A parlare è Stefano Mercurio, pastore in questa fetta di Costa Azzurra da poco più di un anno, dopo aver prestato servizio per 4 anni più a ovest, a Saint Hippolyte du Fort, nelle Cévennes, la culla del protestantesimo francese.

Palermitano del quartiere della Noce, classe 1971, Mercurio ci aiuta a comprendere meglio cosa hanno significato certi tragici fatti per la Francia e per i fedeli dell’Eglise Protestante Unie de France, l’Epudf, che raggruppa trecento mila fedeli circa in tutta la nazione, compresi i 40 mila luterani che dal 2012 fanno parte della stessa comunità di fede, al termine di un’integrazione dai caratteri simili a quella avvenuta 40 anni fa fra valdesi e metodisti in Italia. Sono le 9 della mattina a Draguignan, l’aria gelida fa da contraltare ad un cielo senza una nuvola. Il tempio della cittadina che ospita una delle principali guarnigioni dell’esercito francese non è di grandi dimensioni, ma i suoi banchi sono tutti pieni. E’ la prima domenica di avvento e in chiesa si canta, si predica attorno al tema dell’annunciazione. Stefano poi beve al volo il caffè che come un rito collettivo, questa volta pagano, sancisce la fine della cerimonia: deve saltare in auto e scendere verso Saint-Raphaël, 40 chilometri per arrivare in tempo a celebrare il culto delle 11. Una vita di corsa: «Ma no, in realtà non è proprio così. Nell’Epudf si lavora molto in équipe; qui siamo ad esempio tre pastori a coprire un’area relativamente vasta. Esiste un’ottima organizzazione che ci consente di gestire le nostre forze e trarre il meglio dai nostri membri di chiesa». Che qui non vengono conteggiati singolarmente, ma come foyer, come nuclei familiari. «Fra Saint Raphael e Saint Tropez, corrispondenti  ai due estremi del nostro distretto, contiamo circa 450 foyer, un buon numero. Molti provengono da altre aree del paese e sono venuti qui al termine della carriera lavorativa per vivere in una delle zone più belle e dal clima migliore della Francia. E magari sono stati seguiti dai figli e dai nipoti». 

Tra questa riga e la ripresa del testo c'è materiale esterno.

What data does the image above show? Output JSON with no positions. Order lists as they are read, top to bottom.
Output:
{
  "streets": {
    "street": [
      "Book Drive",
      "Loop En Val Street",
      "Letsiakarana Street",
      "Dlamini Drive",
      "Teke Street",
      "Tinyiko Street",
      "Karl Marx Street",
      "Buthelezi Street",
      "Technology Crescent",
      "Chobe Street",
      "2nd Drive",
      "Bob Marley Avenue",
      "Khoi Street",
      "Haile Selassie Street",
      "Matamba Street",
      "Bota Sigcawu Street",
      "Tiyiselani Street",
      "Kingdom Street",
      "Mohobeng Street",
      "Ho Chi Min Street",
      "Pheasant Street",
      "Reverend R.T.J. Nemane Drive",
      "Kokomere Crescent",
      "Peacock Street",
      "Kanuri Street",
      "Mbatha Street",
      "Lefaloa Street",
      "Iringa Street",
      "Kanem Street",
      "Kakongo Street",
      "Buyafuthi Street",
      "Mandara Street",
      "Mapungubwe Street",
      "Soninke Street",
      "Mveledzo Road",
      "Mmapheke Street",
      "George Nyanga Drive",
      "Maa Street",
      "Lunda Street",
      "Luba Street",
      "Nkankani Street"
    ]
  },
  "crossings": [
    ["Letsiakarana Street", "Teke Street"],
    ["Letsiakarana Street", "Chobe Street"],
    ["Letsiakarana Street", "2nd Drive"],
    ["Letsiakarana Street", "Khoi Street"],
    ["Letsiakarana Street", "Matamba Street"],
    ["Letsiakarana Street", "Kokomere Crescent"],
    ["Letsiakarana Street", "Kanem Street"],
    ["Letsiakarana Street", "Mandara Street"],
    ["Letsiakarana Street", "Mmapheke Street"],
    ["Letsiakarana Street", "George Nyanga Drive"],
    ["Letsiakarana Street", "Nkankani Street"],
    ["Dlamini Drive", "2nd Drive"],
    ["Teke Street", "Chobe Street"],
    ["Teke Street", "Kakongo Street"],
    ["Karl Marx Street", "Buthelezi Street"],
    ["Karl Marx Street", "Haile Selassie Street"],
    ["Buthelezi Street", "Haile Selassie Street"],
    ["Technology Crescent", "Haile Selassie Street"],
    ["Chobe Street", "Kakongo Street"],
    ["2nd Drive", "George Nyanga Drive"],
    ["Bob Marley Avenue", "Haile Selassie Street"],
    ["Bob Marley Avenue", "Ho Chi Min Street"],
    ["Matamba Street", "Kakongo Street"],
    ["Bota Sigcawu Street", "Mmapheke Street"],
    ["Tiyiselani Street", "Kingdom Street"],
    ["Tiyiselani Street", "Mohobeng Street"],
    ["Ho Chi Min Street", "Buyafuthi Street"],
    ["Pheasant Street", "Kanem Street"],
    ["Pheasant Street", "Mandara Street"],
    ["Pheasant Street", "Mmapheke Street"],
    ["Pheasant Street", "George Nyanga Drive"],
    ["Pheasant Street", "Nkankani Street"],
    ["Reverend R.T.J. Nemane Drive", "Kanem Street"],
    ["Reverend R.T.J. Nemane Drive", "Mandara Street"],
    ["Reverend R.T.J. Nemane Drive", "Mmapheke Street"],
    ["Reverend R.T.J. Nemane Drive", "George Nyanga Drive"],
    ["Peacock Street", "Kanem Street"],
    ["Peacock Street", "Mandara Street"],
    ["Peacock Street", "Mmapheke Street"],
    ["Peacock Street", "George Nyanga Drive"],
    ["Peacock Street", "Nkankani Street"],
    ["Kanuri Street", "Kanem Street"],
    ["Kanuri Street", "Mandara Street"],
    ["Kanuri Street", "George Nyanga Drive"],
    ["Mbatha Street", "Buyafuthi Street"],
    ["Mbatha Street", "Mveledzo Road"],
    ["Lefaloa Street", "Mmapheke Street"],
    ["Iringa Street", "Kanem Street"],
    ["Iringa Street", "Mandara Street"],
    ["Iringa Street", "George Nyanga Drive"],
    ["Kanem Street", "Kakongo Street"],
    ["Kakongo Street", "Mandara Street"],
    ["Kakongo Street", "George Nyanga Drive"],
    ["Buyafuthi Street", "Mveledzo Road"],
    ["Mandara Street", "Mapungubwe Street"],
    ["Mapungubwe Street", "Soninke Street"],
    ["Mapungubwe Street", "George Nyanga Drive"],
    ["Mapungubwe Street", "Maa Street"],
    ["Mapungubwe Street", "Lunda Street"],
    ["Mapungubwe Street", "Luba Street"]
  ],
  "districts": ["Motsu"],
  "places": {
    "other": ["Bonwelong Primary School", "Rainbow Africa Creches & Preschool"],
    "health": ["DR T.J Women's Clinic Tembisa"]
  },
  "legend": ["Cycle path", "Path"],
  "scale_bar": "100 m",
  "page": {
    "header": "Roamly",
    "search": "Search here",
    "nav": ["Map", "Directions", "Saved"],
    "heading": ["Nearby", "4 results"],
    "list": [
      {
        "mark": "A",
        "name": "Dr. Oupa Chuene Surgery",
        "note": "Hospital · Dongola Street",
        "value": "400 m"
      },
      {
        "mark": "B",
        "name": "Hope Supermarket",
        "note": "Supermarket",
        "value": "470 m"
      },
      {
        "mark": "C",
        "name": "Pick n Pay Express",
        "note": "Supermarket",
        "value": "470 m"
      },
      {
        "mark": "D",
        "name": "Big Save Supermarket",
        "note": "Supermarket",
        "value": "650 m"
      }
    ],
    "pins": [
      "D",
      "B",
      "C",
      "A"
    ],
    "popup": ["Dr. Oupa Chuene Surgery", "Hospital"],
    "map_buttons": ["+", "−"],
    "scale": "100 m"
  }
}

È anche la domenica dell’apertura dell’attesissima conferenza parigina sul clima, la Cop21 questo 29 novembre, e il pastore Mercurio nella sua predica augura proficui risultati a tutti coloro che sono impegnati in queste trattative complicate, essenziali per la sopravvivenza del pianeta. L’ambiente è da molti anni fra i cavalli di battaglia del mondo protestante europeo. Questa domenica papa Francesco inaugura l’anno santo del mondo cattolico aprendo la porta santa della cattedrale di Bangui, la capitale della Repubblica Centrafricana: anche per lui e i suoi sforzi viene invocata la benedizione del Signore, inusuale ma toccante da ascoltare in un tempio protestante. L’ecumenismo che non appare solo un’operazione di facciata va ancora oltre, e si concretizza nella vicinanza alla locale comunità islamica la cui moschea, un ex magazzino dell’agenzia elettrica municipale, è stata imbrattata da disegni di maiali e da scritte offensive: «ciascuno ha diritto di esercitare tranquillamente la libertà di culto. La libertà  di coscienza è il pilastro di tutte le nostre libertà. Il ripiegamento identitario è una minaccia alla coesistenza pacifica nelle nostre città» si legge nel comunicato ufficiale di solidarietà della chiesa locale.  «Il nostro sforzo di dialogo fra tutte le componenti della società non verrà mai meno – continua Mercurio – ; è parte del nostro intendere la missione cristiana. Il segnale più bello e significativo la stanno fornendo molte famiglie protestanti, qui e in tutta la nazione, aprendo le porte agli stranieri, ai rifugiati, ai migranti. La diaconia locale, l’Entraide, sta coordinando domanda e offerta di posti di ricovero, e mi pare questa la migliore risposta alla chiusura, alla diffidenza per non dire all’odio cui molti discorsi tendono, a partire da quelli dei politici locali e nazionali. Non è chiudendo moschee o evitando di conoscere il nostro vicino che si rende un buon servizio alla società, che è un’entità in continua mutazione, che ci piaccia o no». 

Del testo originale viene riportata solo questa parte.